Stored data:
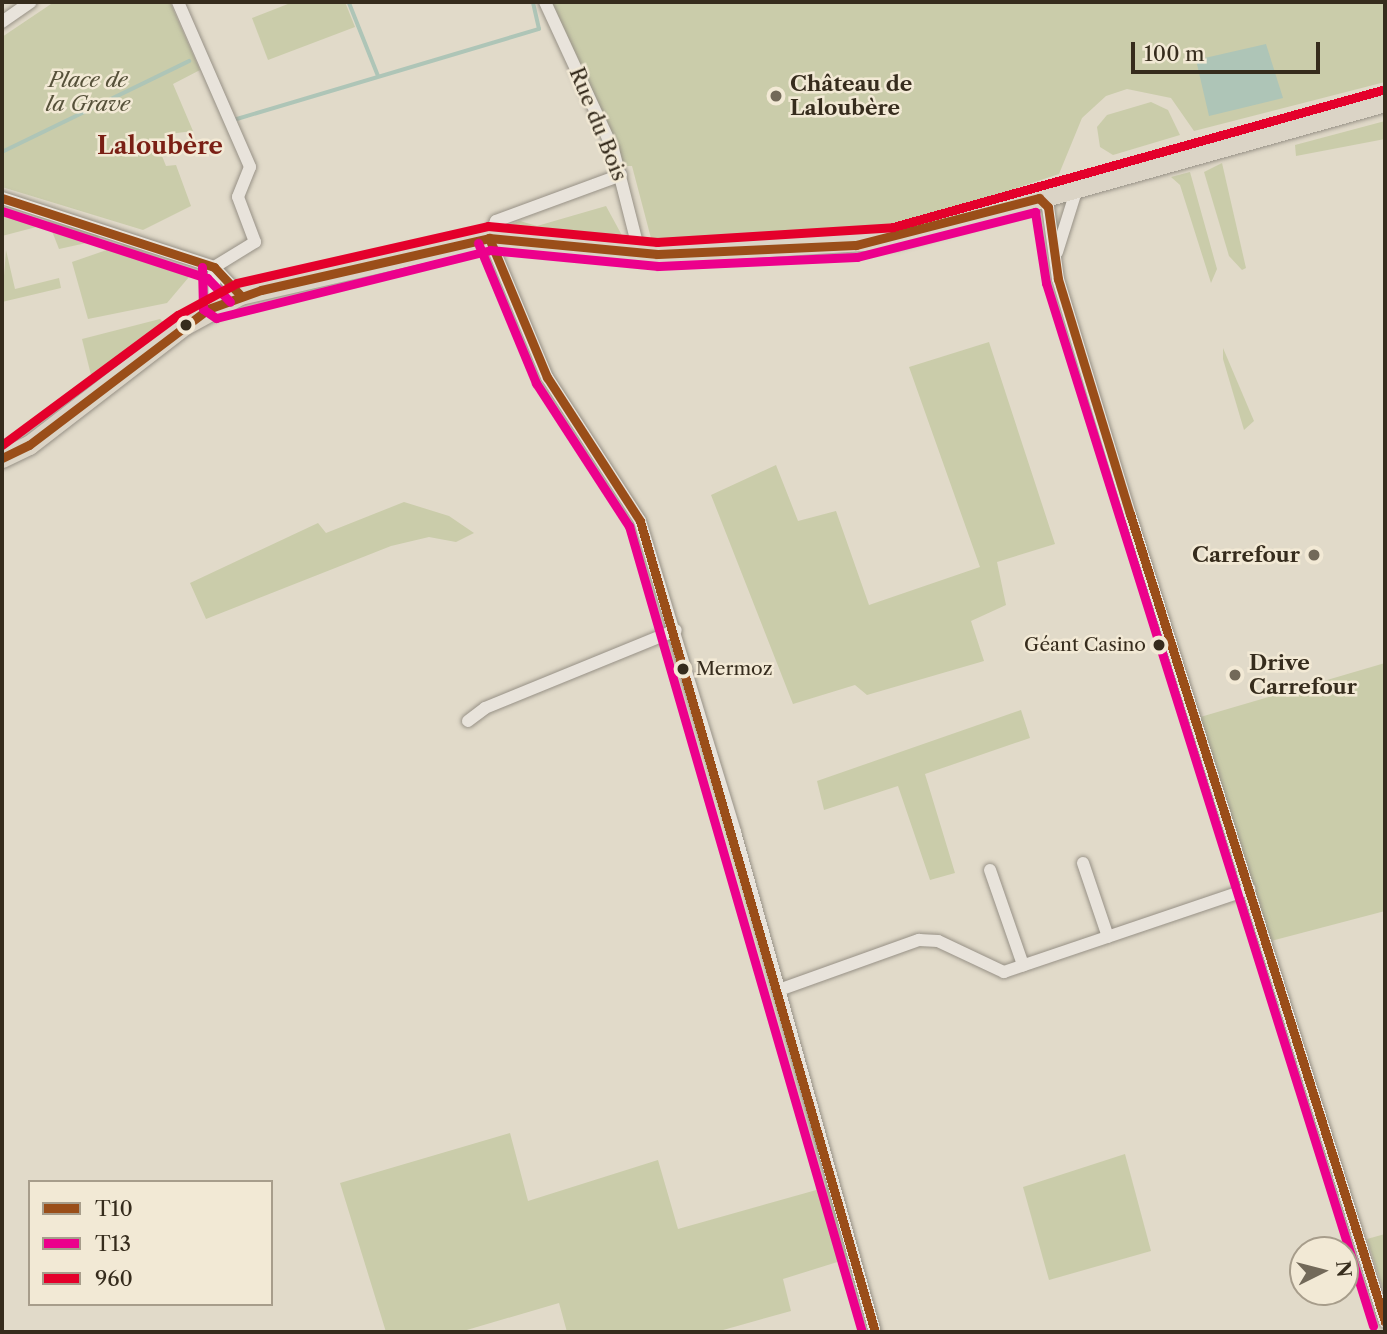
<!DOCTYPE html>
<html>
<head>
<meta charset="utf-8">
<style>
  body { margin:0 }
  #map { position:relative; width:1387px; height:1334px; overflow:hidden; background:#e1dac9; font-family:"Libre Caslon Text",serif }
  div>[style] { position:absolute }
  .green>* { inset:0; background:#caccaa }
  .water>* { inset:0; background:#aec5b7 }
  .stream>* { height:3.5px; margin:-1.75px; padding:0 1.75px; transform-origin:1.75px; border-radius:1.75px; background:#aec5b7 }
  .roads { filter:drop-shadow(0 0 2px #979186) drop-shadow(0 0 2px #979186) }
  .minor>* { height:12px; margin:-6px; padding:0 6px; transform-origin:6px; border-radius:6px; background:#e8e3db }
  .primary>* { height:19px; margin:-9.5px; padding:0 9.5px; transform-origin:9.5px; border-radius:9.5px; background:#dbd4c6 }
  .bus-1>* { height:9px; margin:-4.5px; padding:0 4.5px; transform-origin:4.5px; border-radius:4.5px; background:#9a4e19 }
  .bus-2>* { height:9px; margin:-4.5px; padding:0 4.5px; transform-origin:4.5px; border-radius:4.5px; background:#ec008c }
  .bus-3>* { height:9px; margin:-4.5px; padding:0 4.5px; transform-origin:4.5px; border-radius:4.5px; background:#e4002b }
  .dots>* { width:19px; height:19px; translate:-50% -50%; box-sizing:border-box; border:4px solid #f2e9d5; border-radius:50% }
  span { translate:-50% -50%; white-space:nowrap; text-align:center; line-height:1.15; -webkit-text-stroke:5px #f2e9d5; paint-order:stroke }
  .bus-label { font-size:19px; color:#362c1d }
  .right { translate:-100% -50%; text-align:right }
  .left { translate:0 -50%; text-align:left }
  .park-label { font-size:21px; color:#56513a; font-style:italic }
  .poi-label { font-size:21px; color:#362c1d; font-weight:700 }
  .street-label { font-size:21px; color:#362c1d }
  .quarter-label { font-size:24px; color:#7a1f14; font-weight:700 }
  .frame { position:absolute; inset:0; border:4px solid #362c1d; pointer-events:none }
  .legend { position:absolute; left:28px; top:1180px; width:245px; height:126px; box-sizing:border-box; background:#f2e9d5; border:2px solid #a79d8b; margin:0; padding:9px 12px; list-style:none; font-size:21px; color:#362c1d }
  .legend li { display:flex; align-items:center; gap:14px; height:35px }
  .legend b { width:35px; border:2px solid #a79d8b }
  .north { position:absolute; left:1289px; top:1236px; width:70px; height:70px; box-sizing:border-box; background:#f2e9d5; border:2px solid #a79d8b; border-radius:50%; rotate:84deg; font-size:19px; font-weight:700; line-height:28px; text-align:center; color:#362c1d }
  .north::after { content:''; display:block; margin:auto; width:24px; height:32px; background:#726959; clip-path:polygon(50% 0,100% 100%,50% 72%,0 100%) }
  .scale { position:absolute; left:1131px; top:42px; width:189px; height:32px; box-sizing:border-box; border:4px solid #362c1d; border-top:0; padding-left:9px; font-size:21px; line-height:24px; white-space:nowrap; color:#362c1d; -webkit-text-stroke:5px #f2e9d5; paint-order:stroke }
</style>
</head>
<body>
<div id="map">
  <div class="green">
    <i style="clip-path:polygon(54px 2px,170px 2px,200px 70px,173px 84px,193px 131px,169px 134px,158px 146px,166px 166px,176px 165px,191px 206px,143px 230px,2px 187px,2px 37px)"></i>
    <i style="clip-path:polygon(293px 2px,345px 2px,355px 27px,268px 60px,252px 18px)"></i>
    <i style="clip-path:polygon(550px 2px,1385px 2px,1385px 82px,1194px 131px,1171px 98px,1127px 89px,1106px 96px,1082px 118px,1059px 174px,957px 208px,848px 236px,652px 242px,632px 166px,625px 166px)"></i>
    <i style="clip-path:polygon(1151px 102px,1168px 110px,1180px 135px,1113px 155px,1100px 147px,1097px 127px,1107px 115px)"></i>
    <i style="clip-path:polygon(1385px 121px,1385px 139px,1296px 156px,1295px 145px)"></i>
    <i style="clip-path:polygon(1222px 163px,1246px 268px,1242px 270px,1229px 256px,1204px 172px)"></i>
    <i style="clip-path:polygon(1190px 172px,1217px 269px,1211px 283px,1180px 185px,1171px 177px)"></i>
    <i style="clip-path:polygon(2px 206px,42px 220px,44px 225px,2px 236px)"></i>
    <i style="clip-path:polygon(606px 206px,625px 241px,503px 227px,520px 221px,537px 226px)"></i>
    <i style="clip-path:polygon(48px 221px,97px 234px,100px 240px,59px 249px)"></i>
    <i style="clip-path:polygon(124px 244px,194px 271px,167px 303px,88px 319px,72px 262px)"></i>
    <i style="clip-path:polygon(6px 250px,15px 289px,59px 278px,61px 288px,2px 302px)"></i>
    <i style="clip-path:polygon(160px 319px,165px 324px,155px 337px,93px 383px,82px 339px)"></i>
    <i style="clip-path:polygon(989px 342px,1055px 544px,997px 562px,1006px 605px,971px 621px,984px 661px,867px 695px,855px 685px,793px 704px,711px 495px,776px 465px,798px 521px,836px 511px,869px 605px,980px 567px,909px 367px)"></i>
    <i style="clip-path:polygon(1223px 348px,1254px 421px,1244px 430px,1223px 359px)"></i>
    <i style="clip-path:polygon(404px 502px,449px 516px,474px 533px,456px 542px,429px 537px,391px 546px,206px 619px,190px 583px,318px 523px,326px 533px)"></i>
    <i style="clip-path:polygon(1385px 663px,1385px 911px,1271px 941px,1197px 718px)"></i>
    <i style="clip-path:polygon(1021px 710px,1030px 738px,925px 774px,955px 873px,930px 880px,898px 786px,824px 810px,817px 781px)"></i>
    <i style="clip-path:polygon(510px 1133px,528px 1201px,658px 1160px,678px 1229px,827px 1187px,847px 1259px,783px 1279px,791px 1311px,716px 1332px,567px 1332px,559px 1303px,460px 1332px,386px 1332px,340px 1183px)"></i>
    <i style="clip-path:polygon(1125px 1154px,1151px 1251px,1049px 1280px,1023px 1187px)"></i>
    <i style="clip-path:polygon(1385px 1234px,1385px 1295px,1367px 1239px)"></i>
  </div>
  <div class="water">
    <i style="clip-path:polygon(1266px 44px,1283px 98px,1209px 116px,1196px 60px)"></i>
  </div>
  <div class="stream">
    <i style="left:349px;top:2px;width:79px;rotate:68.3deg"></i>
    <i style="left:237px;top:119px;width:315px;rotate:-16.6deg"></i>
    <i style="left:539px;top:29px;width:28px;rotate:-103deg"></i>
    <i style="left:2px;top:152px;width:208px;rotate:-25.9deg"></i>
  </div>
  <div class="roads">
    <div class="minor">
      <i style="left:178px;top:2px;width:180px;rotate:66.4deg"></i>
      <i style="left:250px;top:167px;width:32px;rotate:112deg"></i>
      <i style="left:238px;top:197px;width:48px;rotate:69.3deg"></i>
      <i style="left:255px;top:242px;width:48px;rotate:148.6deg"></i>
      <i style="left:214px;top:267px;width:39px;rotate:89deg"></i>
      <i style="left:545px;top:2px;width:162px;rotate:65.2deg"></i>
      <i style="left:613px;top:149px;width:105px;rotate:75.7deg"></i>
      <i style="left:2px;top:22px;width:35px;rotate:-35deg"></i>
      <i style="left:621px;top:175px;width:133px;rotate:159.8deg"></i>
      <i style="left:496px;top:221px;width:18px;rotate:112deg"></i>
      <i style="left:489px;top:238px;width:151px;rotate:67.4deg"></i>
      <i style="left:547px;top:377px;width:171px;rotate:57.1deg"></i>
      <i style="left:640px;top:521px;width:325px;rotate:73deg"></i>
      <i style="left:735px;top:832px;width:519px;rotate:74.36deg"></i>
      <i style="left:2px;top:198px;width:223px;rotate:18deg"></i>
      <i style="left:214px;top:267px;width:38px;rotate:47deg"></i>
      <i style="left:1039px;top:198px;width:13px;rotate:45deg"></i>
      <i style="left:1048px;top:207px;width:73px;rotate:82.1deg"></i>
      <i style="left:1058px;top:279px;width:246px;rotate:73deg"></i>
      <i style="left:1130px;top:514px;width:847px;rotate:72.48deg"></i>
      <i style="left:1057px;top:252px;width:67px;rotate:-72.6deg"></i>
      <i style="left:468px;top:721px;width:21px;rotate:-37deg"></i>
      <i style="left:485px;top:708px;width:206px;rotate:-22.2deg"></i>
      <i style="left:1083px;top:863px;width:78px;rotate:71.3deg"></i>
      <i style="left:990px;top:870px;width:101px;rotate:70.8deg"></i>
      <i style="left:779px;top:990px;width:149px;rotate:-19.7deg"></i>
      <i style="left:919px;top:940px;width:19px;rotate:3deg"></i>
      <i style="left:938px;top:941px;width:73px;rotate:25.2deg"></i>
      <i style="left:1004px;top:972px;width:259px;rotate:-18.7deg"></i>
    </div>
    <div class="primary">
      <i style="left:2px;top:458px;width:30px;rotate:-26deg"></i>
      <i style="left:29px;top:445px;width:197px;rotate:-37.6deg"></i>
      <i style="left:185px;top:325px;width:63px;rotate:-28.6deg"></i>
      <i style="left:240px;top:295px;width:255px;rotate:-12.9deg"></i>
      <i style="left:489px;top:238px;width:169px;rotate:5.4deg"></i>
      <i style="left:657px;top:254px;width:238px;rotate:-3.6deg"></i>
      <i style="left:895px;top:239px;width:509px;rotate:-15.62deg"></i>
    </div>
  </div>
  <div class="bus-1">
    <i style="left:2px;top:198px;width:223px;rotate:18deg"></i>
    <i style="left:214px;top:267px;width:38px;rotate:47deg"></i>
    <i style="left:1039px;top:198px;width:13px;rotate:45deg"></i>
    <i style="left:1048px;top:207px;width:73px;rotate:82.1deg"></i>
    <i style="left:1058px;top:279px;width:246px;rotate:73deg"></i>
    <i style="left:1130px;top:514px;width:847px;rotate:72.48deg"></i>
    <i style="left:489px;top:238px;width:151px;rotate:67.4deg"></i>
    <i style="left:547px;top:377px;width:171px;rotate:57.1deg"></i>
    <i style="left:640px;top:521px;width:844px;rotate:73.84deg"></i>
    <i style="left:2px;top:458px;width:30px;rotate:-26deg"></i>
    <i style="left:29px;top:445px;width:225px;rotate:-37.2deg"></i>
    <i style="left:208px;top:309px;width:56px;rotate:-19.7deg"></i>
    <i style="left:261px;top:290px;width:234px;rotate:-12.8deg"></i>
    <i style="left:489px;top:238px;width:169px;rotate:5.4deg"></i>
    <i style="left:657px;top:254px;width:199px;rotate:-2.6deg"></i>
    <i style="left:856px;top:245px;width:189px;rotate:-14.4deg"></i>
  </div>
  <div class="bus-2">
    <i style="left:2px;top:211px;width:216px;rotate:18.1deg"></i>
    <i style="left:207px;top:278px;width:33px;rotate:46deg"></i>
    <i style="left:478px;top:243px;width:152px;rotate:67.5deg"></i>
    <i style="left:536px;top:383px;width:171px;rotate:57deg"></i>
    <i style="left:629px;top:526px;width:839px;rotate:73.88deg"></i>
    <i style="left:202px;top:267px;width:42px;rotate:88.6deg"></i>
    <i style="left:203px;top:309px;width:16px;rotate:35deg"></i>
    <i style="left:216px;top:318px;width:282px;rotate:-13.9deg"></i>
    <i style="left:490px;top:250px;width:169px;rotate:5.4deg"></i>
    <i style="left:658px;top:266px;width:199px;rotate:-2.6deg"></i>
    <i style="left:857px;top:257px;width:184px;rotate:-14.2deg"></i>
    <i style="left:1035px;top:212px;width:72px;rotate:81.2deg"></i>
    <i style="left:1046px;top:283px;width:1093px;rotate:72.59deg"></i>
  </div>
  <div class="bus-3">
    <i style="left:2px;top:445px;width:219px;rotate:-36.5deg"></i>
    <i style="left:178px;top:315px;width:67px;rotate:-28.5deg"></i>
    <i style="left:237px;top:283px;width:257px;rotate:-12.8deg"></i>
    <i style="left:488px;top:226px;width:170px;rotate:5.4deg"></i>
    <i style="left:657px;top:242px;width:236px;rotate:-3.6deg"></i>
    <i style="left:893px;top:227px;width:508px;rotate:-15.65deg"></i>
  </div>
  <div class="dots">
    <i style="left:776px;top:96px;background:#726959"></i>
    <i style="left:186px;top:325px;background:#362c1d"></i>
    <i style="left:1314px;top:555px;background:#726959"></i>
    <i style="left:1159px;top:645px;background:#362c1d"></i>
    <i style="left:683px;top:669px;background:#362c1d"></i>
    <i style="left:1235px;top:675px;background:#726959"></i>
  </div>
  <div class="bus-label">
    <span class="right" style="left:1146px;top:645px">Géant Casino</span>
    <span class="left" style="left:696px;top:669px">Mermoz</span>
  </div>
  <div class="park-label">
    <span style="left:88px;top:92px">Place de<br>la Grave</span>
  </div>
  <div class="poi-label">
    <span class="left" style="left:790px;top:96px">Château de<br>Laloubère</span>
    <span class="right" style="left:1300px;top:555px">Carrefour</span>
    <span class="left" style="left:1249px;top:675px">Drive<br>Carrefour</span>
  </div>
  <div class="street-label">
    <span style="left:598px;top:124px;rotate:68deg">Rue du Bois</span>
  </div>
  <div class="quarter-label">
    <span style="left:160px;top:146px">Laloubère</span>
  </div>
  <div class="frame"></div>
  <ul class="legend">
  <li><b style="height:9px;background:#9a4e19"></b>T10</li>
  <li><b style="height:9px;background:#ec008c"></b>T13</li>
  <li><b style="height:9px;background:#e4002b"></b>960</li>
  </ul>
  <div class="north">N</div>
  <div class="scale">100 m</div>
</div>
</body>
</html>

What the task requires: Verbatim transcription needed, from the opening line of the entries above through the line containing "font-size:21px; color:#362c1d; font-weight:700"; pictures do not belong in it.

Answer area:
<!DOCTYPE html>
<html>
<head>
<meta charset="utf-8">
<style>
  body { margin:0 }
  #map { position:relative; width:1387px; height:1334px; overflow:hidden; background:#e1dac9; font-family:"Libre Caslon Text",serif }
  div>[style] { position:absolute }
  .green>* { inset:0; background:#caccaa }
  .water>* { inset:0; background:#aec5b7 }
  .stream>* { height:3.5px; margin:-1.75px; padding:0 1.75px; transform-origin:1.75px; border-radius:1.75px; background:#aec5b7 }
  .roads { filter:drop-shadow(0 0 2px #979186) drop-shadow(0 0 2px #979186) }
  .minor>* { height:12px; margin:-6px; padding:0 6px; transform-origin:6px; border-radius:6px; background:#e8e3db }
  .primary>* { height:19px; margin:-9.5px; padding:0 9.5px; transform-origin:9.5px; border-radius:9.5px; background:#dbd4c6 }
  .bus-1>* { height:9px; margin:-4.5px; padding:0 4.5px; transform-origin:4.5px; border-radius:4.5px; background:#9a4e19 }
  .bus-2>* { height:9px; margin:-4.5px; padding:0 4.5px; transform-origin:4.5px; border-radius:4.5px; background:#ec008c }
  .bus-3>* { height:9px; margin:-4.5px; padding:0 4.5px; transform-origin:4.5px; border-radius:4.5px; background:#e4002b }
  .dots>* { width:19px; height:19px; translate:-50% -50%; box-sizing:border-box; border:4px solid #f2e9d5; border-radius:50% }
  span { translate:-50% -50%; white-space:nowrap; text-align:center; line-height:1.15; -webkit-text-stroke:5px #f2e9d5; paint-order:stroke }
  .bus-label { font-size:19px; color:#362c1d }
  .right { translate:-100% -50%; text-align:right }
  .left { translate:0 -50%; text-align:left }
  .park-label { font-size:21px; color:#56513a; font-style:italic }
  .poi-label { font-size:21px; color:#362c1d; font-weight:700 }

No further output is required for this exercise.